What to produce | Nothing but the lines from the first line of the records through the line with "font-size:18px; color:#2a2a2e; font-weight:700" should be output, exactly as written and free of pictures.

========

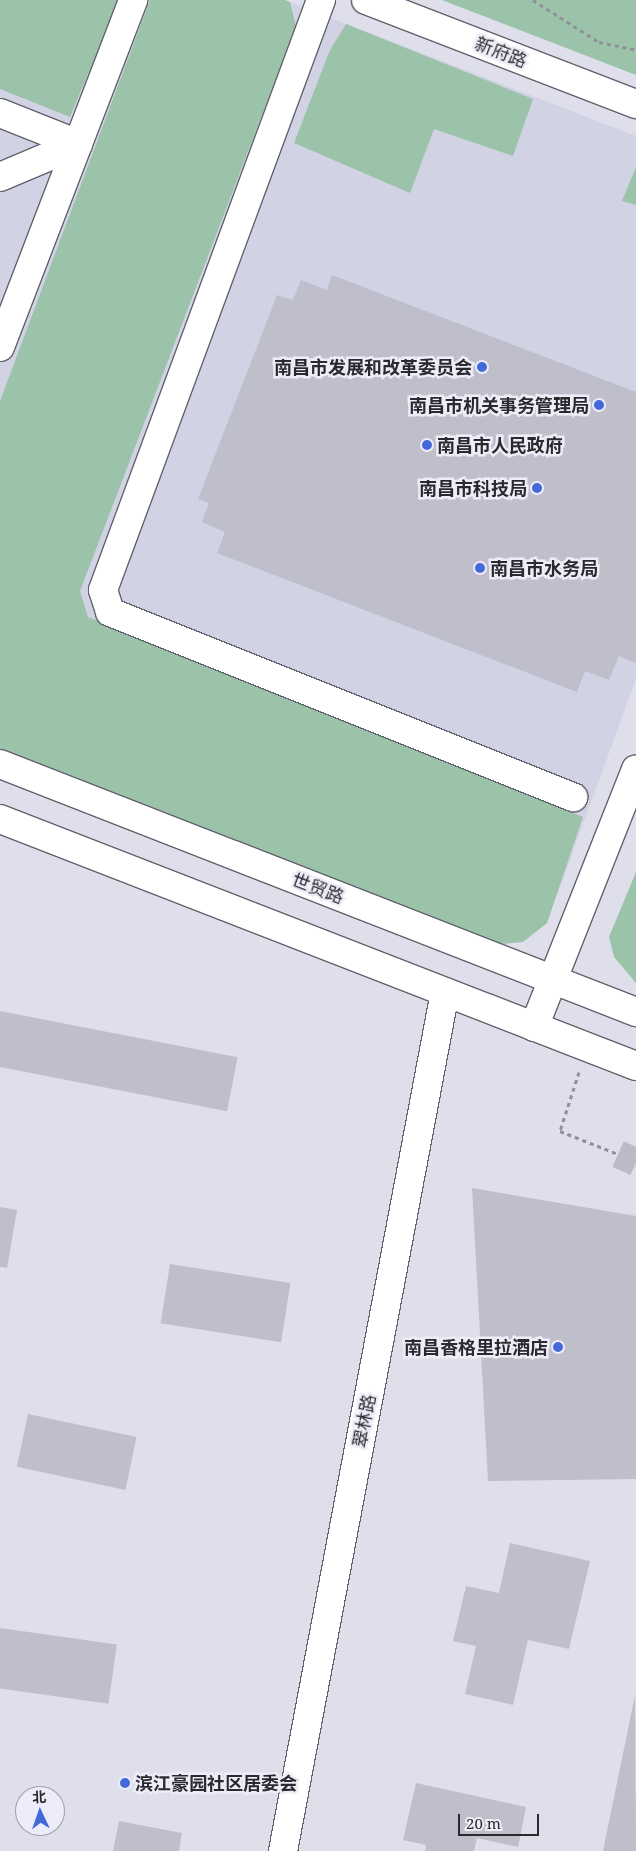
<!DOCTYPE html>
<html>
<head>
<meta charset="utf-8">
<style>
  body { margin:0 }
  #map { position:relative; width:636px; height:1851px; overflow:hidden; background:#dfdfec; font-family:"Noto Serif","Noto Sans SC",serif }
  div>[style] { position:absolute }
  .built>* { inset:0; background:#d2d2e5 }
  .green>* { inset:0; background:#9bc3aa }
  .building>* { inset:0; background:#bfbfcb; transform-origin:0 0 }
  .street-tunnel>* { height:28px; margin-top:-14px; transform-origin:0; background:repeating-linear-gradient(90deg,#bbbbc6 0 28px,transparent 0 42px) }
  .path>* { height:3px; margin-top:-1.5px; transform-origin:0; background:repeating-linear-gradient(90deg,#909099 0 4px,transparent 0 8px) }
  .roads { filter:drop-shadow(1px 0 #62626d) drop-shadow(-1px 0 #62626d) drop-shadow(0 1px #62626d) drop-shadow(0 -1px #62626d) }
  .street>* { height:28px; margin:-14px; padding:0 14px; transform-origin:14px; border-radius:14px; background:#fff }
  .secondary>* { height:28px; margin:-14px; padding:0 14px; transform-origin:14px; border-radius:14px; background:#fff }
  .dots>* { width:14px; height:14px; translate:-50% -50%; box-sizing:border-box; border:2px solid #ededf9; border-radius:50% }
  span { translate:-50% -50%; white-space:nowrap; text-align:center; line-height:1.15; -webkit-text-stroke:5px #ededf9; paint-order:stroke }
  .street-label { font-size:18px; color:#2a2a2e }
  .poi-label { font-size:18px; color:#2a2a2e; font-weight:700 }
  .right { translate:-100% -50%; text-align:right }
  .left { translate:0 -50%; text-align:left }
  .north { position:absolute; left:15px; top:1786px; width:50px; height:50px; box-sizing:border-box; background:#ededf9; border:1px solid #9f9fa8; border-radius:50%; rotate:357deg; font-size:14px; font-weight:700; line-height:20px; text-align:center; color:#2a2a2e }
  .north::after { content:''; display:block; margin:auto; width:18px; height:22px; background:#4368da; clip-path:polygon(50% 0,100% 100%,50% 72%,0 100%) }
  .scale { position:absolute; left:458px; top:1814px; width:81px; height:22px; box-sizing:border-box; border:2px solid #2a2a2e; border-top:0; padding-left:6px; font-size:15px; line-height:18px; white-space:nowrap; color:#2a2a2e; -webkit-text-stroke:4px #ededf9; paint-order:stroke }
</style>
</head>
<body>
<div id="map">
  <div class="built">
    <i style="clip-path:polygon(0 0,285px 0,636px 136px,636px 679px,547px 923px,523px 942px,501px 944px,0 753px)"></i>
  </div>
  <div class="green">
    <i style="clip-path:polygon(0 0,119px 0,70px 117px,0 89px)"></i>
    <i style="clip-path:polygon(150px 0,285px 0,290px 2px,296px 26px,80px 591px,88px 617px,583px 817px,547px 923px,523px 942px,501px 944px,0 753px,0 401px)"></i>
    <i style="clip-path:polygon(442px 0,636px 0,636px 75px)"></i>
    <i style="clip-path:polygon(346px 24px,533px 99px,513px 156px,434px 129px,410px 193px,294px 143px,330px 50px)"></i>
    <i style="clip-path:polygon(636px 167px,636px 205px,622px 201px)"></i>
    <i style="clip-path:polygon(636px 872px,636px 983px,614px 957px,609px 937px)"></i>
  </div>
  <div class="building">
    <i style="clip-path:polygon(332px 275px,636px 392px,636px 663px,619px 656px,609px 680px,585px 671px,577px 692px,217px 553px,225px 532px,202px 522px,209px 503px,198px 499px,277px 295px,293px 300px,301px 280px,327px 290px)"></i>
    <i style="left:0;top:1011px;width:242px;height:55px;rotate:11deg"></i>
    <i style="clip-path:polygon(472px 1188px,636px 1216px,636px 1479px,488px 1481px)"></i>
    <i style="clip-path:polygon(0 1207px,17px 1210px,7px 1268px,0 1267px)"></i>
    <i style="left:170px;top:1264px;width:122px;height:60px;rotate:9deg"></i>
    <i style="left:28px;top:1414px;width:111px;height:54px;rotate:12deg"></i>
    <i style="clip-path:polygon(510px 1543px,590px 1561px,569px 1649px,528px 1640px,513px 1705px,465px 1694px,476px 1646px,453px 1641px,466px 1586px,499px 1593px)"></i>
    <i style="left:0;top:1628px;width:118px;height:60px;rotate:8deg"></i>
    <i style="clip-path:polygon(635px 1695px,636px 1851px,603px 1851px)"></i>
    <i style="clip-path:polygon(416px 1783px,526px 1807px,518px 1847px,477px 1838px,474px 1851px,425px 1851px,426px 1845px,403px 1840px)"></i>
    <i style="clip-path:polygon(119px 1821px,182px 1833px,179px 1851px,113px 1851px)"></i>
  </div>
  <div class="street-tunnel">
    <i style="left:618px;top:1154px;width:20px;rotate:24deg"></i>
  </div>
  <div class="path">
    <i style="left:533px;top:0;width:78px;rotate:32.5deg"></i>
    <i style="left:599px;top:42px;width:38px;rotate:12deg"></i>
    <i style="left:579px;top:1072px;width:62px;rotate:107.9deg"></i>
    <i style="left:560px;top:1131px;width:62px;rotate:21.6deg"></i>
  </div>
  <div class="roads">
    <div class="street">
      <i style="left:321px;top:0;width:629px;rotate:110.28deg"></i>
      <i style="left:103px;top:590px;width:23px;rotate:72deg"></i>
      <i style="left:110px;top:612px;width:499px;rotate:21.8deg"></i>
      <i style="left:0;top:113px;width:84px;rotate:21.7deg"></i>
      <i style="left:78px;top:144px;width:85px;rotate:157.1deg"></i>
      <i style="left:0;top:347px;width:372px;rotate:-69deg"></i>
      <i style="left:534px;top:1027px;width:277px;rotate:-68.4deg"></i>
    </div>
    <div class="secondary">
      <i style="left:366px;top:0;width:289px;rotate:21.1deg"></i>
      <i style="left:0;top:764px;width:683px;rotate:21.3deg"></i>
      <i style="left:0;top:819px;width:682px;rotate:21.22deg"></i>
      <i style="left:283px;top:1851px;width:874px;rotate:-79.32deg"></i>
    </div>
  </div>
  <div class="dots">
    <i style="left:482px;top:367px;background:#4368da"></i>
    <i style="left:599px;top:405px;background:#4368da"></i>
    <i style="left:427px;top:445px;background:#4368da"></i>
    <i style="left:537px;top:488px;background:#4368da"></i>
    <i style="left:480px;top:568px;background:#4368da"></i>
    <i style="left:558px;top:1347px;background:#4368da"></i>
    <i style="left:125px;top:1783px;background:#4368da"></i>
  </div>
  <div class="street-label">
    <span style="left:501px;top:52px;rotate:21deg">新府路</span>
    <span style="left:318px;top:888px;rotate:21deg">世贸路</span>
    <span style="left:364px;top:1421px;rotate:-79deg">翠林路</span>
  </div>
  <div class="poi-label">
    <span class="right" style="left:472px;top:367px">南昌市发展和改革委员会</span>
    <span class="right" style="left:589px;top:405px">南昌市机关事务管理局</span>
    <span class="left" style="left:437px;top:445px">南昌市人民政府</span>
    <span class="right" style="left:527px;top:488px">南昌市科技局</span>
    <span class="left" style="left:490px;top:568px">南昌市水务局</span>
    <span class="right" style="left:548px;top:1347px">南昌香格里拉酒店</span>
    <span class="left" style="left:135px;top:1783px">滨江豪园社区居委会</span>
  </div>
  <div class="north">北</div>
  <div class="scale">20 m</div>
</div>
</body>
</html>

========

Reply to the exercise |
<!DOCTYPE html>
<html>
<head>
<meta charset="utf-8">
<style>
  body { margin:0 }
  #map { position:relative; width:636px; height:1851px; overflow:hidden; background:#dfdfec; font-family:"Noto Serif","Noto Sans SC",serif }
  div>[style] { position:absolute }
  .built>* { inset:0; background:#d2d2e5 }
  .green>* { inset:0; background:#9bc3aa }
  .building>* { inset:0; background:#bfbfcb; transform-origin:0 0 }
  .street-tunnel>* { height:28px; margin-top:-14px; transform-origin:0; background:repeating-linear-gradient(90deg,#bbbbc6 0 28px,transparent 0 42px) }
  .path>* { height:3px; margin-top:-1.5px; transform-origin:0; background:repeating-linear-gradient(90deg,#909099 0 4px,transparent 0 8px) }
  .roads { filter:drop-shadow(1px 0 #62626d) drop-shadow(-1px 0 #62626d) drop-shadow(0 1px #62626d) drop-shadow(0 -1px #62626d) }
  .street>* { height:28px; margin:-14px; padding:0 14px; transform-origin:14px; border-radius:14px; background:#fff }
  .secondary>* { height:28px; margin:-14px; padding:0 14px; transform-origin:14px; border-radius:14px; background:#fff }
  .dots>* { width:14px; height:14px; translate:-50% -50%; box-sizing:border-box; border:2px solid #ededf9; border-radius:50% }
  span { translate:-50% -50%; white-space:nowrap; text-align:center; line-height:1.15; -webkit-text-stroke:5px #ededf9; paint-order:stroke }
  .street-label { font-size:18px; color:#2a2a2e }
  .poi-label { font-size:18px; color:#2a2a2e; font-weight:700 }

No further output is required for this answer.